Nationwide survey reveals significant increases in use of mind and body approaches.
Over the past five years, more Americans of all ages are rolling out their yoga mats and meditating. A large nationally representative survey shows that the number of American adults and children using yoga and meditation has significantly increased over previous years and that use of chiropractic care has increased modestly for adults and held steady for children.
The complementary health questionnaire was developed by the National Center for Complementary and Integrative Health (NCCIH), part of the National Institutes of Health, and by the Centers for Disease Control and Prevention’s National Center for Health Statistics (NCHS). The complementary health questionnaire is administered every five years as part of the National Health Interview Survey (NHIS), an annual study in which thousands of Americans are interviewed about their health- and illness-related experiences. To identify trends in Americans’ use of specific practices, 2017 survey data were compared with a version of the survey fielded in 2012.
“The 2017 NHIS survey is the most current and reliable source of information on the use of specific complementary health approaches by U.S. adults and children.
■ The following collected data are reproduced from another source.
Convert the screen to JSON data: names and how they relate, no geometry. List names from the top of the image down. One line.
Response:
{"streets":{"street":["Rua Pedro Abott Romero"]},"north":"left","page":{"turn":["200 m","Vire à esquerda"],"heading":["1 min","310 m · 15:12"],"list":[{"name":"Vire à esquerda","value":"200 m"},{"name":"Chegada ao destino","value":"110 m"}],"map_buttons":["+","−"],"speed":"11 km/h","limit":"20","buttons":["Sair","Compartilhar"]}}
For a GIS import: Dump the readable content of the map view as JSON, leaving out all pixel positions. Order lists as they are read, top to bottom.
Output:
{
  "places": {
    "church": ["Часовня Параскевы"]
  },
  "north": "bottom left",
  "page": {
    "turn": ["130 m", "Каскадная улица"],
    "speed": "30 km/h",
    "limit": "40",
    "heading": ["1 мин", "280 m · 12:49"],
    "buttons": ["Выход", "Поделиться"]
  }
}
The survey data suggest that more people are turning to mind and body approaches than ever before, and the research we support at NCCIH is helping to determine the impact of those approaches on health,” said David Shurtleff, Ph.D., Acting Director of NCCIH.
Survey highlights for adults:
- Yoga was the most commonly used complementary health approach among U.S. adults in 2012 (9.5 percent) and 2017 (14.3 percent). The use of meditation increased more than threefold from 4.1 percent in 2012 to 14.2 percent in 2017.
- The use of chiropractors increased from 9.1 percent in 2012 to 10.3 percent in 2017.
- In 2017, women were more likely to use yoga, meditation, and chiropractors in the past 12 months than men.
- Non-Hispanic white adults were more likely to use yoga, meditation, and chiropractors than Hispanic and non-Hispanic black adults.
Survey highlights for children:
- The percentage of children aged 4-17 years who used yoga in the past 12 months increased significantly from 3.1 percent in 2012 to 8.4 percent in 2017.
- Meditation increased significantly from 0.6 percent in 2012 to 5.4 percent in 2017.
- There was no statistically significant difference in the use of a chiropractor between 2012 and 2017 (3.5 percent and 3.4 percent, respectively).
- In 2017, girls were more likely to have used yoga during the past 12 months than boys.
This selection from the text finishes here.